While the apostles did not choose these seven men themselves, they did dictate the kind of men the church was to look for when they were deciding the men who would serve as the first deacons.

In this verse, the Word of God gives us the kind of résumé we should look for in those who hold the offices of our church. Notice a couple of things we find here about the kind of people we should place in leadership. First of all, our leaders should be:

A. Those With A Proven Spirituality

Look again at the text, and notice it says that the people were to look for seven men, “of honest report.” That phrase “honest report” is translated from a word that literally means “witnessed to”, or “testified of”.

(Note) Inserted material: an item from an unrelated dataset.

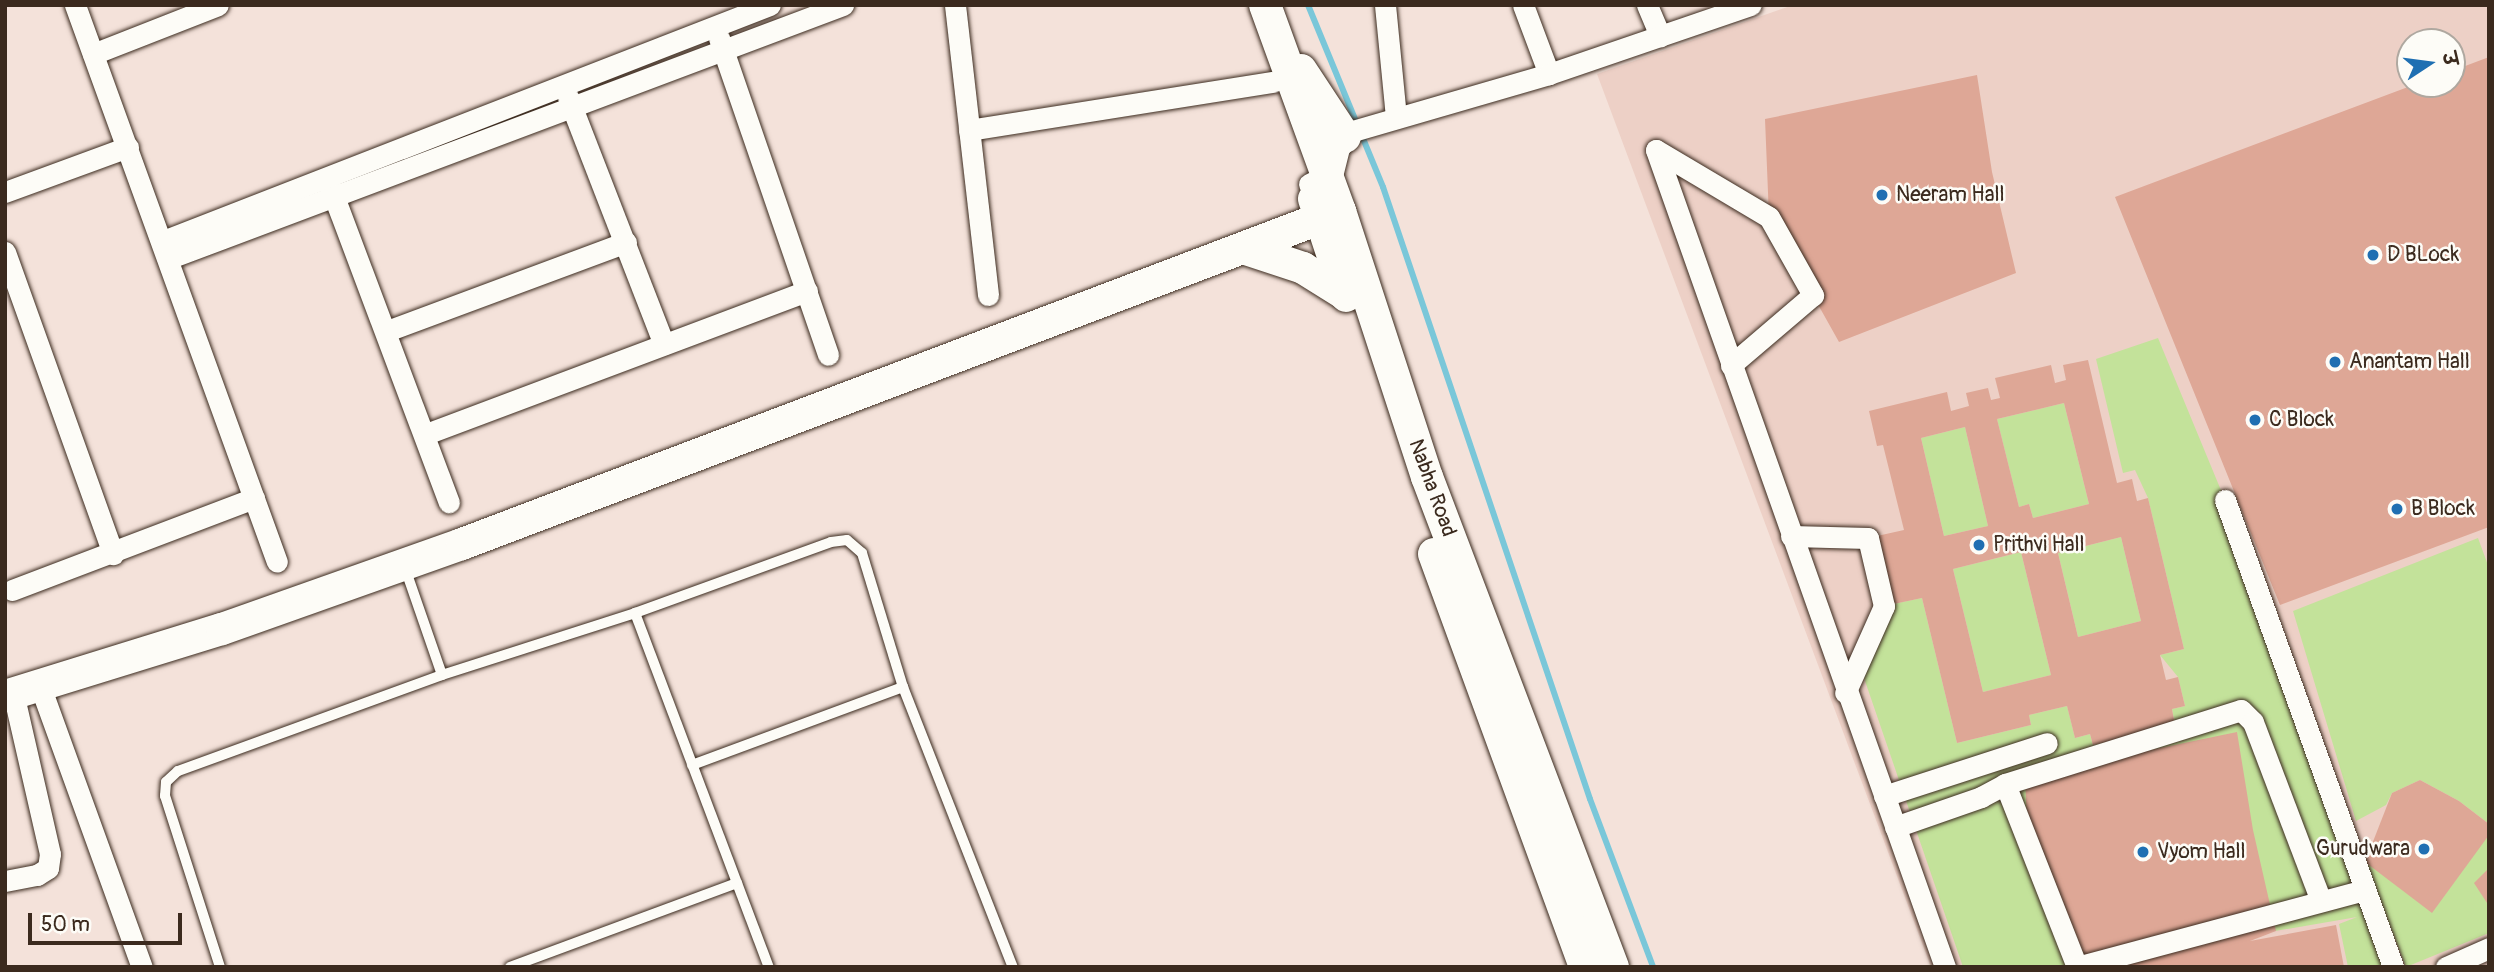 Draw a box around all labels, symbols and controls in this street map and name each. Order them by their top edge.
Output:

The idea is of someone about whom others could witness and testify. In this text, it is describing men of a solid reputation – men with good names.

Proverbs 22:1 says, “A good name is rather to be chosen than great riches…” When it comes to serving in the leadership of the church, a good name is of the highest value.

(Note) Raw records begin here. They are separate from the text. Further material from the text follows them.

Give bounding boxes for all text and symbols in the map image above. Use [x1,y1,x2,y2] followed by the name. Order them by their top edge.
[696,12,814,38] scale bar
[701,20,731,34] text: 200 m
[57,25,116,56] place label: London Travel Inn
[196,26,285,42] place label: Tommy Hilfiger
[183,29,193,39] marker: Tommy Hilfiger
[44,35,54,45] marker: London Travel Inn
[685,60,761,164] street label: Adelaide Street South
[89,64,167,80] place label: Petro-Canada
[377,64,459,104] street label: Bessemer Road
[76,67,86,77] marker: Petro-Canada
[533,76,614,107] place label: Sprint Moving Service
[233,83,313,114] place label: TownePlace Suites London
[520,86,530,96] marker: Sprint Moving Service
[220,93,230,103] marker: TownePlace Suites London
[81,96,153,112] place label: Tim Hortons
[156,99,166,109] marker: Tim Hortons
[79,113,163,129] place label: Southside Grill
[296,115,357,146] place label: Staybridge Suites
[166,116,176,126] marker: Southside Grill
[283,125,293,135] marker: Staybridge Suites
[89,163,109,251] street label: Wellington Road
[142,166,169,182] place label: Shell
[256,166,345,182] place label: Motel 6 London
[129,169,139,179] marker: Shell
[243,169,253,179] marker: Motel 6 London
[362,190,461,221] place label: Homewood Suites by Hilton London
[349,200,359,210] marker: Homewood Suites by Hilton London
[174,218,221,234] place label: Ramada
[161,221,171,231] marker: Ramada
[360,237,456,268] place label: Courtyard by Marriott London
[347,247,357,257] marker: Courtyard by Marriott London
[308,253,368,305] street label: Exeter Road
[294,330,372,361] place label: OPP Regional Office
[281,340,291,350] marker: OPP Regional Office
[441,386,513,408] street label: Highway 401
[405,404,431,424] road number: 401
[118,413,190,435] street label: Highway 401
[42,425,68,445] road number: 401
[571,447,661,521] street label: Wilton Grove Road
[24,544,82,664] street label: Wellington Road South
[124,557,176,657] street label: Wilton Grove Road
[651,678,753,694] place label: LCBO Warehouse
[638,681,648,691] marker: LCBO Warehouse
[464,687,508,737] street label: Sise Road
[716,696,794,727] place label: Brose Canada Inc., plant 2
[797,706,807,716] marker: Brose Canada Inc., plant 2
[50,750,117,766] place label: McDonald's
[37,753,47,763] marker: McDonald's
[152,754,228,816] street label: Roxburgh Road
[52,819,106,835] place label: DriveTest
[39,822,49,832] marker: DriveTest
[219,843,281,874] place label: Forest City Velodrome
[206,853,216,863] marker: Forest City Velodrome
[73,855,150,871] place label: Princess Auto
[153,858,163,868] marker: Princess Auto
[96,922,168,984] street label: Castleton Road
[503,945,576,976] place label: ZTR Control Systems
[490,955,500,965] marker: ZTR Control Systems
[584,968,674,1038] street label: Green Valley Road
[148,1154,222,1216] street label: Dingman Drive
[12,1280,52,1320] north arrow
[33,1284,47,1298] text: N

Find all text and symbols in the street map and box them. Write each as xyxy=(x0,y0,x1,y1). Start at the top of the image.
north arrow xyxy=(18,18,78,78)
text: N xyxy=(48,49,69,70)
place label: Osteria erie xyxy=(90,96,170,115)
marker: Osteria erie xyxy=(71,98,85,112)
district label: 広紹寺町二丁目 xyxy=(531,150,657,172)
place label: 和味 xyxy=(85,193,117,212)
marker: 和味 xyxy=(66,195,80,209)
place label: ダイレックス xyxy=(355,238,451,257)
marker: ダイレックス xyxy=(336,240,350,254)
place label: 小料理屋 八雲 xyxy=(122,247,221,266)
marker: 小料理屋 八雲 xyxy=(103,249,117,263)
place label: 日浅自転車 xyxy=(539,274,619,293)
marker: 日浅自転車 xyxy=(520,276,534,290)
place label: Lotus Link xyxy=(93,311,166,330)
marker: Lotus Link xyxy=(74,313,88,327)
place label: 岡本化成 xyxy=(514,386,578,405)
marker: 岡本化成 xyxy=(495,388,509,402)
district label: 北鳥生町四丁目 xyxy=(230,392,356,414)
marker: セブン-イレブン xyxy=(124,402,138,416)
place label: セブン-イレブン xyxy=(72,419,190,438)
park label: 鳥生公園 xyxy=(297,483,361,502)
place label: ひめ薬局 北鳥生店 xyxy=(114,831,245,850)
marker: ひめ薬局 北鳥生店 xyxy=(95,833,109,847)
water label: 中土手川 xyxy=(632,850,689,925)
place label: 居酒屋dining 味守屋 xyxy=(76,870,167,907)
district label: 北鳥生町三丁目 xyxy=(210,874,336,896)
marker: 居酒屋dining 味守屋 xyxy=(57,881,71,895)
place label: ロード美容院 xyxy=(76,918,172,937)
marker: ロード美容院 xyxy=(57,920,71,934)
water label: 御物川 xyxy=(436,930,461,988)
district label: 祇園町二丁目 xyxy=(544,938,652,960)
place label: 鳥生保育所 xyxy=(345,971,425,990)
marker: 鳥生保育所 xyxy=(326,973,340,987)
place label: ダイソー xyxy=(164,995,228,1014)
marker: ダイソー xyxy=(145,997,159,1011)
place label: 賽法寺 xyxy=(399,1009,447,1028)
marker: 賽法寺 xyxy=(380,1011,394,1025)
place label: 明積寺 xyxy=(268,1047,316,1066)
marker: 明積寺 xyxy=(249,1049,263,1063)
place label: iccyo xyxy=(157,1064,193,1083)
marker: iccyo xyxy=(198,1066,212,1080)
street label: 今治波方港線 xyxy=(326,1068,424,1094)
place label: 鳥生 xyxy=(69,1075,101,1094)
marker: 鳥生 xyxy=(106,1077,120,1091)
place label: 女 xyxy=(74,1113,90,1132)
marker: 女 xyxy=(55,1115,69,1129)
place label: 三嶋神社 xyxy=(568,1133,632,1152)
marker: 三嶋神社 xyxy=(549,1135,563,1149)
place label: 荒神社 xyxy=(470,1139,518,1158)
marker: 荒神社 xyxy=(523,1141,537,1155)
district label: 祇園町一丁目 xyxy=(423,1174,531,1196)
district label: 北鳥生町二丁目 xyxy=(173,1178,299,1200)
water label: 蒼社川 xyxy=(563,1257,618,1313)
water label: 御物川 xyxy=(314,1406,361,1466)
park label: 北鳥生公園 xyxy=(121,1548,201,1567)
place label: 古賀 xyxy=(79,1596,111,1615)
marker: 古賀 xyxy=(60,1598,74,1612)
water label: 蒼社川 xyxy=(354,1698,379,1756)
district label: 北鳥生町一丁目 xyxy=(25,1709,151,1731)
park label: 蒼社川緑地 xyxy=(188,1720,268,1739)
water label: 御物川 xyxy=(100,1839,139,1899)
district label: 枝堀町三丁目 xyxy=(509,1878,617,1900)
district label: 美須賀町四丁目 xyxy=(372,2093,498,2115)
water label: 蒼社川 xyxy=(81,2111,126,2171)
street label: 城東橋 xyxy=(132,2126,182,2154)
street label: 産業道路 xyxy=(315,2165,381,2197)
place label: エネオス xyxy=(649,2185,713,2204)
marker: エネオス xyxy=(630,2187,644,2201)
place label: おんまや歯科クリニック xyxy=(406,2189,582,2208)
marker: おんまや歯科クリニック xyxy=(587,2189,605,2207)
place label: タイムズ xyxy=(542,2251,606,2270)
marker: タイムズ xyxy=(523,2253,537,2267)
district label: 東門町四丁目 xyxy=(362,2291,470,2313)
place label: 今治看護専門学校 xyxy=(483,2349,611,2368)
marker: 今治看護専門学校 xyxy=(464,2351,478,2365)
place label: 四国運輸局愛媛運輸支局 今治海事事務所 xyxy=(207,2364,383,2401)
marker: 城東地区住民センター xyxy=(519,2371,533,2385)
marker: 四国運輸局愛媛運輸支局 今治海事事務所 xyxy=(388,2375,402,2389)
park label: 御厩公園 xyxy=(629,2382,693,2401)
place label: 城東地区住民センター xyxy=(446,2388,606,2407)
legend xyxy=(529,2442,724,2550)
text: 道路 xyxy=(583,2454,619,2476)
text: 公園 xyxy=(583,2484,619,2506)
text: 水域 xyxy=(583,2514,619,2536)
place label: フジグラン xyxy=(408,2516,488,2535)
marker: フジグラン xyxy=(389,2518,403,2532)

Look again at verse 3. This first congregation was to look for men who were of honest report, and “full of the Holy Ghost.”

In other words, the people were to select men whose reputations were good, and whose lives were godly. They were looking for men who had proven their spirituality, and were obviously controlled by the Spirit of God.

It is important to note here that the first qualities the people were to look for were spiritual qualities. There is a reminder here that what God is looking for is not physical abilities, and natural talents.

In His Church, the Lord Jesus wants to use those with whom holiness and godliness are the priority. He does not need successful people. He needs sanctified people.

There was quite a stir earlier this year when President Obama’s nominee for treasury secretary, Tim Geithner, was found to have cheated on his taxes, to the tune of some $50,000.

Though many defended the nomination, based on the fact that Mr. Geithner had a brilliant financial mind, some people questioned if the man with his hand on the government’s purse strings should be someone with a dishonest tax record.

In Acts chapter 6, the first quality that the church was to look for in its leaders was a proven spirituality. There abilities were second to their testimonies.

Notice something else we see here with regard to the people the church should place in its leadership. Notice not only that our leaders should be those with a proven spirituality, but notice also that they should be:

B. Those With A Practical Sense

Look again at verse 3. The people were to look for men who were of honest report, full of the Holy Ghost, “…and wisdom.” The word that is translated as “wisdom” here is translated from a word that speaks of practical knowledge.

One writer translates it this way, “men…with broad and full intelligence.”iii The old British preacher, G. Cambell Morgan, calls this, “sanctified common sense.”iv

The idea presented here is that after the church had identified men who were spiritually qualified, then they were to choose the ones who would do the best job practically at meeting the needs of the widows.

While spiritual qualities are the most important factor, a church should also consider the practical abilities of those they choose to fill important offices in the church.

Some people have a better knowledge and understanding of what needs to be done than do others. I read a story recently about the legendary musician, Count Basie. He told a particular club owner that he would not return to his club until he fixed his piano, which was always out of tune.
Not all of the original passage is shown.